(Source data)
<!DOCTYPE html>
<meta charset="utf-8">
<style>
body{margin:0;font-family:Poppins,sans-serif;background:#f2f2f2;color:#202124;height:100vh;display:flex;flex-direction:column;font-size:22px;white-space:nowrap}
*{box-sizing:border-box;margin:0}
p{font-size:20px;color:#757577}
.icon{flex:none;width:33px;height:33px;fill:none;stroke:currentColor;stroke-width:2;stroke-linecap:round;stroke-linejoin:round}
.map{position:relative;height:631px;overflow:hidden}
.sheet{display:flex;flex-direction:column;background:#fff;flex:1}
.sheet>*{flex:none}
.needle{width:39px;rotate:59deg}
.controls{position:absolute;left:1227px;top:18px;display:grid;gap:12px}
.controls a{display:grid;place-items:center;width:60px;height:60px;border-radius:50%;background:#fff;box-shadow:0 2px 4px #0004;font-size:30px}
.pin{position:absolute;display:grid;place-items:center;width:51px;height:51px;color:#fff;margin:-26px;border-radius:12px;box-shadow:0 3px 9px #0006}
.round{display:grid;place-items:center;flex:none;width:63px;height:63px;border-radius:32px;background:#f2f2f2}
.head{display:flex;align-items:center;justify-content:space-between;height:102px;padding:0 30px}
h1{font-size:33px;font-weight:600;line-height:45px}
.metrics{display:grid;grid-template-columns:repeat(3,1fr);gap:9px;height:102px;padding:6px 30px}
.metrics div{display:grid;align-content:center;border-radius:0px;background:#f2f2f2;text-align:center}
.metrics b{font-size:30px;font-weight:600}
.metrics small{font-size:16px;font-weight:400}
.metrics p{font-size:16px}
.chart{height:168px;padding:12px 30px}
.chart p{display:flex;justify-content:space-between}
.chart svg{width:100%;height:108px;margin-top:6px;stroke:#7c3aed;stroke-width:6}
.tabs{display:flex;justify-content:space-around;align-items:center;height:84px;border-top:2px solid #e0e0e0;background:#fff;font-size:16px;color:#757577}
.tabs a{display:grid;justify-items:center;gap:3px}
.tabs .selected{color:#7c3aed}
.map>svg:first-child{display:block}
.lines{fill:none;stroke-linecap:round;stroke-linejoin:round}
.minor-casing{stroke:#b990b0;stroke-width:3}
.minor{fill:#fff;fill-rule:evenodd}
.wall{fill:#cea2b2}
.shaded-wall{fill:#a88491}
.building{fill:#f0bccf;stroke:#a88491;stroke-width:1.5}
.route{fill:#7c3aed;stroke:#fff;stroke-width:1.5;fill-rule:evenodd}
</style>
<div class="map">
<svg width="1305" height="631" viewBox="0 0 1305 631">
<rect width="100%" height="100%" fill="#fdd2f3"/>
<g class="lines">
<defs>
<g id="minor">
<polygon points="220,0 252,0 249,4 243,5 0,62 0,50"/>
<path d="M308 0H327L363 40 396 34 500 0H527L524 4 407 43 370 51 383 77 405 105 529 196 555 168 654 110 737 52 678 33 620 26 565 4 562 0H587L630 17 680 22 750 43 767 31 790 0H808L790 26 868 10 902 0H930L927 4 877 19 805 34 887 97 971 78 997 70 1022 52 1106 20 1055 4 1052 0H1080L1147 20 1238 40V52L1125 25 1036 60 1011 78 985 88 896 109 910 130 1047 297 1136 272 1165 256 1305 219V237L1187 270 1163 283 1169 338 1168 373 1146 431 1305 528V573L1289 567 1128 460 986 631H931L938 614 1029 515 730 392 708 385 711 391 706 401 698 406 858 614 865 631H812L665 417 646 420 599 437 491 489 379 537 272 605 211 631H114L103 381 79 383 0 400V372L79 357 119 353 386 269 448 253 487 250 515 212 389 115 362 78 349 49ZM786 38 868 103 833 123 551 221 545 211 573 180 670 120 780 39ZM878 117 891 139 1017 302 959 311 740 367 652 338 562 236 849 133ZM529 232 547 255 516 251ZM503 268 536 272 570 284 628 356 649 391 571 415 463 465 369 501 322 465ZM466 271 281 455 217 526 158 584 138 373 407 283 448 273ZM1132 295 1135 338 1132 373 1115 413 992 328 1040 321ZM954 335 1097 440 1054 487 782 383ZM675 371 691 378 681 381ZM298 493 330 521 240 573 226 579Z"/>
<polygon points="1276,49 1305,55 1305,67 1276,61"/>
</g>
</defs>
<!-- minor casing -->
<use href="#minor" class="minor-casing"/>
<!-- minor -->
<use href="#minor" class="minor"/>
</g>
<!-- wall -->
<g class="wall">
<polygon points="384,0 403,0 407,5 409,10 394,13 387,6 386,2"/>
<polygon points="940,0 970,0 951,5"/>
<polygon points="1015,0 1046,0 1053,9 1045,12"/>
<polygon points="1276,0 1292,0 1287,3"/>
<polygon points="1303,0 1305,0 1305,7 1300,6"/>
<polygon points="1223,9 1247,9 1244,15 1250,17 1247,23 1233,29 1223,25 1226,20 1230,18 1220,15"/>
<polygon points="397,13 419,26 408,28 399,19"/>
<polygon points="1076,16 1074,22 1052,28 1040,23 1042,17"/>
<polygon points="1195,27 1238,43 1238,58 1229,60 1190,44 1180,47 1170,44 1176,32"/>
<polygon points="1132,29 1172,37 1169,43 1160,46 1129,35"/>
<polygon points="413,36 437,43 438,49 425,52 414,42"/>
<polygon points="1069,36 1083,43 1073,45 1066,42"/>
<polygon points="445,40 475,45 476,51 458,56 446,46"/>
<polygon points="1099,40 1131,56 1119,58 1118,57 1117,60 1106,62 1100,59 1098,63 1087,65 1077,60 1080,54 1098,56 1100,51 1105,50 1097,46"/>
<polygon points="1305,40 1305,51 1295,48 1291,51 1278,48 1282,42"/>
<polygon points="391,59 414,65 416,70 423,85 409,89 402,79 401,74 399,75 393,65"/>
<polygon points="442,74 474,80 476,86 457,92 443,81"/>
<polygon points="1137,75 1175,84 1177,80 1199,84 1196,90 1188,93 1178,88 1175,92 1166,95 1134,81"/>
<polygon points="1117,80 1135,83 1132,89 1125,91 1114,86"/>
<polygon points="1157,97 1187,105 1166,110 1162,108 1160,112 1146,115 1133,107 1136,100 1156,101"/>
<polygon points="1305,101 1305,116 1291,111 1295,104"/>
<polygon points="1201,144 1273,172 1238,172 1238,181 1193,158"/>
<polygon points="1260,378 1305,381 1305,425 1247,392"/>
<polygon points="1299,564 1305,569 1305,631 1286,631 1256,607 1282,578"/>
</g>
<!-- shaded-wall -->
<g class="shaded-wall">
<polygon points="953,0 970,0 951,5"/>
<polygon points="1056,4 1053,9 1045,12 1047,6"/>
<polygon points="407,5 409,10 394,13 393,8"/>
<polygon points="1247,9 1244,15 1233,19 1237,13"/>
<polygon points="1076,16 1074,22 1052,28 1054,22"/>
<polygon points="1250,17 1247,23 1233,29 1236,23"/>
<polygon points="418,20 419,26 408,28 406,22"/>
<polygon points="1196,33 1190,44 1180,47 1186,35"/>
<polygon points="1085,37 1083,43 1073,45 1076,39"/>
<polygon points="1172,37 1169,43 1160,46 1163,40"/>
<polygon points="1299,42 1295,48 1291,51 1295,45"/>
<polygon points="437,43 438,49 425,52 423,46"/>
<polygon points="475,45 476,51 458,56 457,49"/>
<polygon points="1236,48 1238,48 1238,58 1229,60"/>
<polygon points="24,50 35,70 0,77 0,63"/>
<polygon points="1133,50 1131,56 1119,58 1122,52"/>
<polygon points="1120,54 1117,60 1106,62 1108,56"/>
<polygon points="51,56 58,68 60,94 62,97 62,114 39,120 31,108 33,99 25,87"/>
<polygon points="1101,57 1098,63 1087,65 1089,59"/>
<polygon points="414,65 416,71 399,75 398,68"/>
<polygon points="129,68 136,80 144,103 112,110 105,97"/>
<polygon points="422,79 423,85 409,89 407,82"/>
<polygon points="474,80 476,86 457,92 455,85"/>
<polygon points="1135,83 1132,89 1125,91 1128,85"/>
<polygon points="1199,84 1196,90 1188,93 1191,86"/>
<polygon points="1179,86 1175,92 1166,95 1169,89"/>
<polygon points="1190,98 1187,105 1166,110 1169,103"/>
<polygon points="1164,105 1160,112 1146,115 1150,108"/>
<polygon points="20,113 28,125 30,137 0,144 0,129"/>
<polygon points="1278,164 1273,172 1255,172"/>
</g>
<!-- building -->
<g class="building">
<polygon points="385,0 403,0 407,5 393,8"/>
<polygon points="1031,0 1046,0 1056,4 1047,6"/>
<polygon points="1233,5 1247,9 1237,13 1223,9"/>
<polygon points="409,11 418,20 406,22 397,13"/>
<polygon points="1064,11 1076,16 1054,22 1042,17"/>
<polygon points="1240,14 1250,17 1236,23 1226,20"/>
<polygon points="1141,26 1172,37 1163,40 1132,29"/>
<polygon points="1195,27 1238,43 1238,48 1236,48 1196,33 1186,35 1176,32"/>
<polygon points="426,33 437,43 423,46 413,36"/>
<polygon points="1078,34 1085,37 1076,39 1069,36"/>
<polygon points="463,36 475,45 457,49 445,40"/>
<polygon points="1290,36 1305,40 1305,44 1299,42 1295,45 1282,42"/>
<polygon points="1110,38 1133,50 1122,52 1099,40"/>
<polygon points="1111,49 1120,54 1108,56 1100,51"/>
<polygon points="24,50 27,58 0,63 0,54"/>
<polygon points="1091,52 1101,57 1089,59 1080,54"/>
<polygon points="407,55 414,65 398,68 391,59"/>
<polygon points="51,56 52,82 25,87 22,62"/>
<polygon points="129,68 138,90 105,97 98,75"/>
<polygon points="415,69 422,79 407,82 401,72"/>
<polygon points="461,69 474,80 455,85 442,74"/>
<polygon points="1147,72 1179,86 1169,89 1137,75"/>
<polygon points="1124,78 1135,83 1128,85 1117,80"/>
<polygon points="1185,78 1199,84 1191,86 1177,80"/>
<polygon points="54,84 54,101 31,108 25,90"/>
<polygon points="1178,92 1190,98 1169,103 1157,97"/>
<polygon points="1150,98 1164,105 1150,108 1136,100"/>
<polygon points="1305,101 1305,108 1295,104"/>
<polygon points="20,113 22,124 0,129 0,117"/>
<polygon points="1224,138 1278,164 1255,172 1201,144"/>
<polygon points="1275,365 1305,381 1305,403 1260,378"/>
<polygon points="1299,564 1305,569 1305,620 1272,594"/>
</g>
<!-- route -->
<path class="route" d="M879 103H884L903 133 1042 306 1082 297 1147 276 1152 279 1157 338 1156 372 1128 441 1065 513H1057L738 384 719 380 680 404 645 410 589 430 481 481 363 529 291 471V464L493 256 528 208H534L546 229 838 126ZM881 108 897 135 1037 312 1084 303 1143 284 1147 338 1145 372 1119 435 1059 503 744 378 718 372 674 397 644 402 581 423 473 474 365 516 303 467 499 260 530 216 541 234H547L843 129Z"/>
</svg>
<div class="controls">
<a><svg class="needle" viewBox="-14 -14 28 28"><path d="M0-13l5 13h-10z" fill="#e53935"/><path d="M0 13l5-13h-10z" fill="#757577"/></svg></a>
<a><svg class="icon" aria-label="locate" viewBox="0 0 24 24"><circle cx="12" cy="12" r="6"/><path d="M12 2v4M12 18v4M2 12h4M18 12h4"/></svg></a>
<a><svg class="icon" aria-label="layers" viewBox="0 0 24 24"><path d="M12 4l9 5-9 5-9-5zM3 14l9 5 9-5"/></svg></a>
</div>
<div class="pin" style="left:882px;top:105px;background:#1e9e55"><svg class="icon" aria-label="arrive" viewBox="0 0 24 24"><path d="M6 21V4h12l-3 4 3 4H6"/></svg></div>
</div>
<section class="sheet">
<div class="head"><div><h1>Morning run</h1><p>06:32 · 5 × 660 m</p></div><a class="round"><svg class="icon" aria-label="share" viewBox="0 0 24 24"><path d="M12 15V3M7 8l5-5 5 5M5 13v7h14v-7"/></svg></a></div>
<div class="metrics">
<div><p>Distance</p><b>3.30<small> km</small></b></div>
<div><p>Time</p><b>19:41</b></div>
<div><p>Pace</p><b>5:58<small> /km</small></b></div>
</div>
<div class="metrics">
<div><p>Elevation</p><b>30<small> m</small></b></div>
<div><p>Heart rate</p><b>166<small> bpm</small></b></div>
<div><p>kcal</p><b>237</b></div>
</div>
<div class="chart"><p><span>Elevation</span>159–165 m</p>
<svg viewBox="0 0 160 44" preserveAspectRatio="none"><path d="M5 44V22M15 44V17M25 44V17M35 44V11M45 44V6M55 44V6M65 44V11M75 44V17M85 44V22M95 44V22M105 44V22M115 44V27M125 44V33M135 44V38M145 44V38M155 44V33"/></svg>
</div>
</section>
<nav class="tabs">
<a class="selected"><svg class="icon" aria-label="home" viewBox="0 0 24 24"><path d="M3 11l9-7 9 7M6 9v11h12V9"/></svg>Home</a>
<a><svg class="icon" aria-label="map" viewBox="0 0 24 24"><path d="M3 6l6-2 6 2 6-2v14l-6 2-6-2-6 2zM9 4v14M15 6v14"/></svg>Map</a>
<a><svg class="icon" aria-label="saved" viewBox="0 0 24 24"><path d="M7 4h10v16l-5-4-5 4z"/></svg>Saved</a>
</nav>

> **Exercise**: Search the records line by line for the word "lines" and copy every line where it appears.

> **Output below**:
.lines{fill:none;stroke-linecap:round;stroke-linejoin:round}
<g class="lines">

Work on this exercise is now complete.